Posted by Orin Kerr:
Blawgs and the Populist Touch:
http://volokh.com/archives/archive_2005_05_15-2005_05_21.shtml#1116390283


   Lincoln Caplan, editor of Legal Affairs, has an [1]essay on
   law-related blogs in the magazine's lastest issue. Caplan suggests
   that law-related blogs are unusual because they lack the populist
   touch:

       Most blawgers are law professors, lawyers, or law students and,
     reading what they post online, you realize that they're not the
     uncredentialed challenging credentialed journalists, but
     credentialed lawyers (or lawyers-in-the-making) endeavoring to take
     back their subject from journalists and talking heads. While much
     of their content is gossip, a lot is commentary geared toward legal
     experts and virtually impenetrable for anyone else.
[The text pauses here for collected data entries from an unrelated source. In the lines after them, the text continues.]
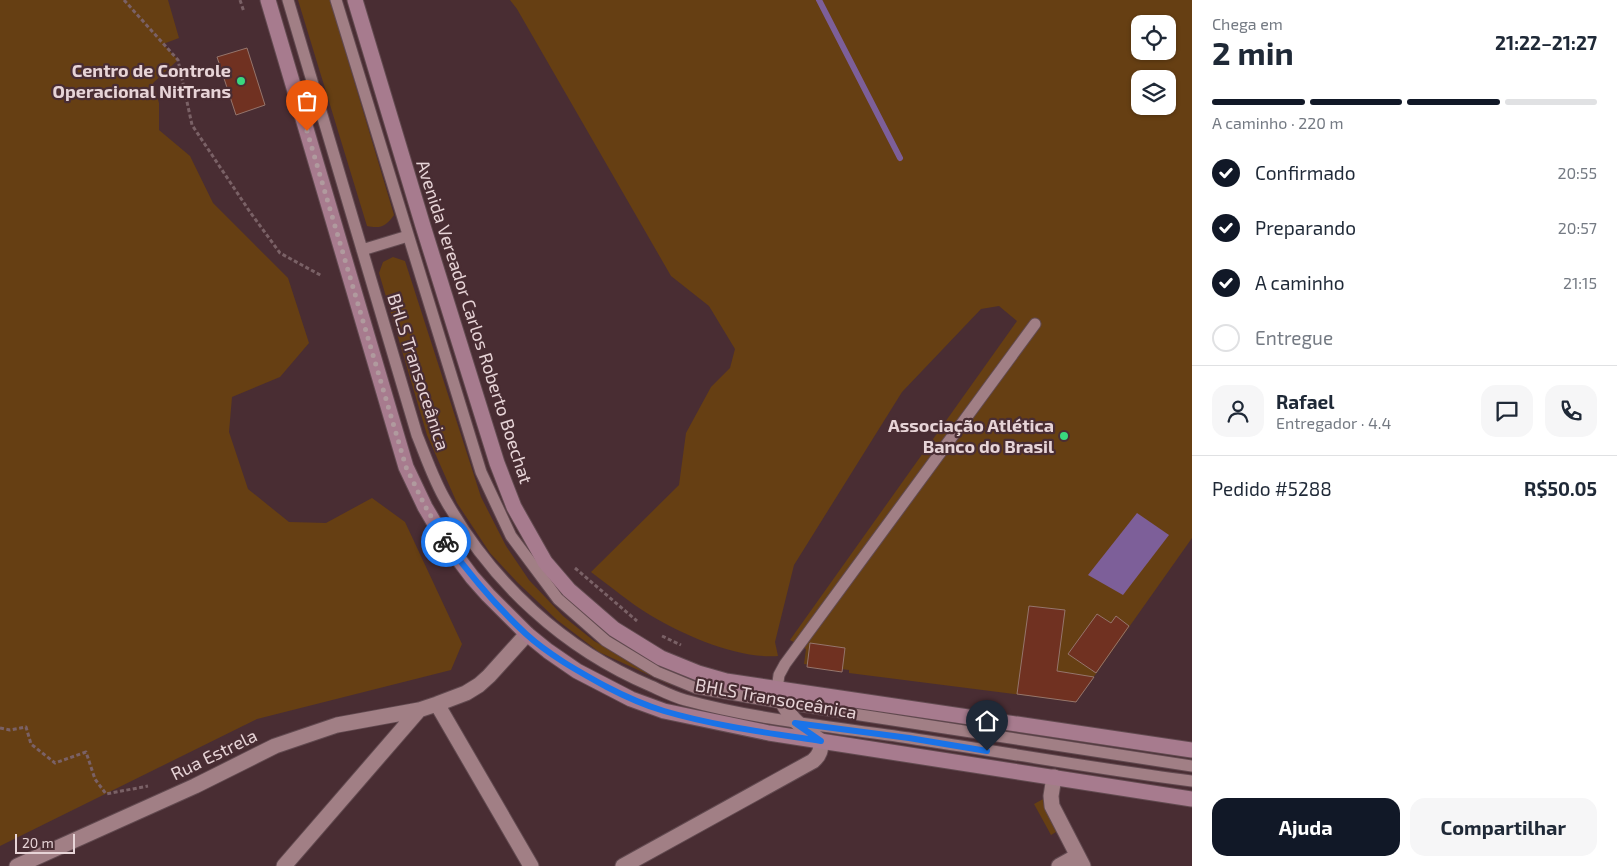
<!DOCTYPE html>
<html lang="pt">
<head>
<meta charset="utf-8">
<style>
	body { margin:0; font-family:"Exo 2",sans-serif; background:#f6f6f7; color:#1f2937; height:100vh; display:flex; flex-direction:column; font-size:19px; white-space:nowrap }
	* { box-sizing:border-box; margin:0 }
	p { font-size:16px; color:#747a83 }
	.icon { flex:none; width:28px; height:28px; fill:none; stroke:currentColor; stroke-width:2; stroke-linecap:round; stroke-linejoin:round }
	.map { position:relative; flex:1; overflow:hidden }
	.sheet { display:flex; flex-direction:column; background:#fff; width:425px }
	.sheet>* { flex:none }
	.buttons { position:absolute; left:1131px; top:15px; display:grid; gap:10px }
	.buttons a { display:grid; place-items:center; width:45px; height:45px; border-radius:10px; background:#fff; box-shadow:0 1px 4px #0004; font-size:25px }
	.scale { position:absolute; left:15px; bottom:12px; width:60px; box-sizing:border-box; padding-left:5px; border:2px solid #e7d4d7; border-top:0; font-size:14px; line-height:18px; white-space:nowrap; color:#e7d4d7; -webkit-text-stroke:4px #492d33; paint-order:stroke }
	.pin { position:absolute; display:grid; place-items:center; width:42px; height:42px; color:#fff; margin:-51px -21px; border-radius:50% 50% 50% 0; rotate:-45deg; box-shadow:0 0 5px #0007 }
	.pin .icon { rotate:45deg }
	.courier { position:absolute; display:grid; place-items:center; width:50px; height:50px; margin:-25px; border:4px solid #1a73e8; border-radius:50%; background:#fff; color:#222; box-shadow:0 1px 6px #0007 }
	.overview em { font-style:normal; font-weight:700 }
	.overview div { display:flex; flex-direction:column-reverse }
	.overview { display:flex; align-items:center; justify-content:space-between; height:85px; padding:0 20px }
	h1 { font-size:32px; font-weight:700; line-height:38px }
	.bar { display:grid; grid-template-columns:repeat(4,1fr); gap:8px 5px; align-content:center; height:60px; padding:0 20px }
	.bar i { height:6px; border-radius:4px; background:#e0e1e3 }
	.bar .current { background:#111827 }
	.bar p { grid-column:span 4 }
	.line { display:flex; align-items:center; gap:12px; padding:0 20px; border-top:1px solid #e0e1e3 }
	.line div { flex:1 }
	.round { display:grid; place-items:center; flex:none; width:52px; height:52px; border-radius:15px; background:#f6f6f7 }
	ol { padding:0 20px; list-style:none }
	li { display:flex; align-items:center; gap:15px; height:55px }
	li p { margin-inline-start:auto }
	li .icon { padding:5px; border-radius:50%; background:#111827; color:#fff; stroke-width:4 }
	li:last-child { color:#747a83 }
	li i { width:28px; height:28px; border:2px solid #e0e1e3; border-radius:50% }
	.cta { display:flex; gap:10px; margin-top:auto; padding:10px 20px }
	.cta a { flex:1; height:58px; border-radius:15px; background:#111827; color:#fff; font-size:20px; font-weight:700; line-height:58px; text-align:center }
	.cta a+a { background:#f6f6f7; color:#1f2937 }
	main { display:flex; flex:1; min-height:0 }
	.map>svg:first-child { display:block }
	.green { fill:#663f13; fill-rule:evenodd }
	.water { fill:#7d5f99 }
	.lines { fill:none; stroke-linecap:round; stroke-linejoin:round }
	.stream { stroke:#7d5f99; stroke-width:6 }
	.building { fill:#703121; stroke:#95756c }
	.lane-casing { stroke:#624a50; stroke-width:13 }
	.street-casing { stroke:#624a50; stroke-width:17 }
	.secondary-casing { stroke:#624a50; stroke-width:17 }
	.path { stroke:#7a6166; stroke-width:3; stroke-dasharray:4 2.5; stroke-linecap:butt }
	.lane { stroke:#a17f85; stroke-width:11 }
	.street { stroke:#a17f85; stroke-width:15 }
	.secondary { stroke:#a77b8e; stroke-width:15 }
	.done { stroke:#b09a9e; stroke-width:5; stroke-dasharray:0 9 }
	.route { stroke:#1a73e8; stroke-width:6 }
	.poi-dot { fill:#39d87f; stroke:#492d33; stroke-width:2 }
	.labels { text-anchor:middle; stroke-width:4.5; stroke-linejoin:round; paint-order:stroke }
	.poi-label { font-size:18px; font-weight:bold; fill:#e7d4d7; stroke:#492d33; text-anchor:end }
	.street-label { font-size:18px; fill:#e7d4d7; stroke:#492d33 }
</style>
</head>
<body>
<main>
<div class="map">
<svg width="1192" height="866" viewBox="0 0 1192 866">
	<rect width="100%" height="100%" fill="#492d33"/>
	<path class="green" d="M0 0H168L179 38 163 44 178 60 153 83 159 103V130L190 156 213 203 288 278 309 343 280 377 232 397 229 432 248 489 289 522 326 523 372 498 405 522 462 644 451 670 257 719 0 846Z
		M298 0H330L394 215C386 226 381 229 367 226Z
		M510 0H1192V538L1076 702 849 673V670L804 664 806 649 790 640 1017 321 999 306 981 309 902 392 794 565 775 642 778 656C738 659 685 636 650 615 630 603 610 586 591 572L679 485 686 433 711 387 730 368 735 349 709 306 671 276 517 9ZM1140 24H1168V51H1140ZM1140 79H1168V106H1140Z
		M393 257 405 261 481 497 506 546 529 580 563 616 594 641 673 686 599 652 557 620 517 582 490 553 457 503 427 435 379 273 383 262Z
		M1047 797 1061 829 1051 835 1034 804Z"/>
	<path class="water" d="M1137 513 1169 535 1123 595 1088 575Z"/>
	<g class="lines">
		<path class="stream" d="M819 0 900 158"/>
	</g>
	<path class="building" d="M247 48 265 105 236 115 217 57Z
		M1029 606 1065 610 1057 671 1094 677 1076 702 1017 694Z
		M1097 614 1111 623 1116 616 1129 626 1096 673 1068 654Z
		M810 643 845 648 842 672 807 667Z"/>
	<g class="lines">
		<defs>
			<path id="lane" d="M288 0 417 435C426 457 434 481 446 501 493 584 564 649 651 686 662 691 674 697 685 700 758 720 834 727 909 738 1003 752 1097 769 1192 781
				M336 0 481 472 511 536 558 599 606 641 657 672 696 688 782 703 1192 766
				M362 250 408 236
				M777 689 779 675 785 664 1035 324"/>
			<path id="street" d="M437 704 531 866
				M1054 777 1051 796 1052 806 1083 866
				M17 866 195 786 275 746 337 725 419 710 437 704 466 693 479 685 489 676 527 634
				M284 866 419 710
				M623 866 813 761C820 755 821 750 821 741 797 724 787 717 777 689
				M1059 866 1077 856"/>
			<path id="secondary" d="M268 0 406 467 425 507 445 541 472 577 488 595 527 634 548 651 577 671 631 699 664 711 769 733 1192 799
				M355 0 423 226 497 463 514 507 545 562 569 590 614 629 661 658 698 673 726 681 1192 750"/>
		</defs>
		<use href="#lane" class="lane-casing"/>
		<use href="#street" class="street-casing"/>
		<use href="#secondary" class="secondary-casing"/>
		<path class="path" d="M124 0 178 60 192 125 250 212 280 253 322 276
			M240 0 244 12
			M575 568 637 621
			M662 636 681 645
			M0 728 10 730 26 727 31 744 55 763 86 752 95 779 106 794 148 786"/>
		<use href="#lane" class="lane"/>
		<use href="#street" class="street"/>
		<use href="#secondary" class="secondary"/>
	</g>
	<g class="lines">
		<path class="done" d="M307 131 406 467 425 506 446 542"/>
		<path class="route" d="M446 542C470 575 496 606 526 634 549 655 578 671 605 686 624 696 644 705 664 711 715 726 769 733 821 741L795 723 909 738 987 751"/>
	</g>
	<g class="poi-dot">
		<circle cx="241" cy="81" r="5"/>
		<circle cx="1064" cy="436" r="5"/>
	</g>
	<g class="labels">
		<g class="poi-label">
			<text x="231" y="77">Centro de Controle<tspan x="231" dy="21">Operacional NitTrans</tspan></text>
			<text x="1054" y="432">Associação Atlética<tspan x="1054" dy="21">Banco do Brasil</tspan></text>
		</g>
		<g class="street-label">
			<text transform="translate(474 322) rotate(72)" y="6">Avenida Vereador Carlos Roberto Boechat</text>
			<text transform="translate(418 372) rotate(72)" y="6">BHLS Transoceânica</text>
			<text transform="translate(776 699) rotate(10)" y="6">BHLS Transoceânica</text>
			<text transform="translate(214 755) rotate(-26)" y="6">Rua Estrela</text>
		</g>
	</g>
</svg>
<div class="buttons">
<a><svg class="icon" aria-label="locate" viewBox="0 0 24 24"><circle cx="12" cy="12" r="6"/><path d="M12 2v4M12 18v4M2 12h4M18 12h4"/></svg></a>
<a><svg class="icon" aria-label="layers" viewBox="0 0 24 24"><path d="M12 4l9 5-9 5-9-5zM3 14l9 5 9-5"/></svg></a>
</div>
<div class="scale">20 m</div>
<div class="pin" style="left:307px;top:131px;background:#ea580c"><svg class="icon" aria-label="bag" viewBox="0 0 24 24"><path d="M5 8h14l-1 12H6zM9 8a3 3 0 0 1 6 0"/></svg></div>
<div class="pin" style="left:987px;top:751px;background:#1f2937"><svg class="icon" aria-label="home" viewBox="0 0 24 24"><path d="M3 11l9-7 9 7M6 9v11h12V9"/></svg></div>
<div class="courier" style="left:446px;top:542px"><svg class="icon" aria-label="bike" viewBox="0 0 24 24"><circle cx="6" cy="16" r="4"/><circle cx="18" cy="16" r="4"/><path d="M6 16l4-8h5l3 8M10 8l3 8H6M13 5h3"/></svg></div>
</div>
<section class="sheet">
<div class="overview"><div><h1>2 min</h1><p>Chega em</p></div><em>21:22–21:27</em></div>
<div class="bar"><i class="current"></i><i class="current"></i><i class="current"></i><i></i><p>A caminho · 220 m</p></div>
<ol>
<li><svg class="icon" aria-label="check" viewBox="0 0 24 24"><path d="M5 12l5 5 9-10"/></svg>Confirmado<p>20:55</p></li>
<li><svg class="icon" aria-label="check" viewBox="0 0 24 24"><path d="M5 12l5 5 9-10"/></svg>Preparando<p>20:57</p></li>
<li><svg class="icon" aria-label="check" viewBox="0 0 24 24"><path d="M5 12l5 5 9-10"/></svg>A caminho<p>21:15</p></li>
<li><i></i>Entregue</li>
</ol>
<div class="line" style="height:90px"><a class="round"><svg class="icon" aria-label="person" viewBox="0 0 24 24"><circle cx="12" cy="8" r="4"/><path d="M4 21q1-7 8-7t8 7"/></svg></a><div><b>Rafael</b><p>Entregador · 4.4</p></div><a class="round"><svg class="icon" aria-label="chat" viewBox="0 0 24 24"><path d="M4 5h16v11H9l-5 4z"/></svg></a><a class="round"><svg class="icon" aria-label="phone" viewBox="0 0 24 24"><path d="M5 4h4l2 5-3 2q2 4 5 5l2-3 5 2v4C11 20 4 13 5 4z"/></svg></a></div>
<div class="line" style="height:65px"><div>Pedido #5288</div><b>R$50.05</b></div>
<div class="cta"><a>Ajuda</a><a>Compartilhar</a></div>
</section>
</main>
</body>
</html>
Rather than
     being a populist advance, blawgs are often outlets for rarefied
     material.

   Caplan continues:

       You can herald blawgs as providing analysis, information, and
     opinion in a new form. You can dismiss some as a way for people
     with tenure and a lofty opinion of themselves to have their say in
     yet another forum. However you slot them, the impulse to blog often
     seems to be the opposite of the effect of blawgs. The key ones are
     efforts by lawyers and academics to be public voices, to matter
     outside the legal world, to connect. Yet while blawgs are blogs,
     they rarely have the populist touch that is supposed to make blogs
     blogs.

     I wonder, though, who ever said that blogs are supposed to have the
   populist touch? What makes blogs blogs, I think, is that they have the
   touch of their individual (or in some cases collective) authors. While
   credentialed journalists have to speak to "the general public,"
   bloggers are free to speak to whatever segment of the Internet
   audience they want. Bloggers get to pick their audience, and each blog
   can be as broad, narrow, specialized or general as its author wants.
     Are legal blawgs less populist than other types of blogs? Possibly.
   But that's a possibility only because the audience makes it a
   possibility. There are a lot of blog readers out there who are pretty
   sophisticated on legal topics, and legal blogs can maintain a
   high-level discussion with that audience that you generally can't find
   in general circulation newspapers or magazines.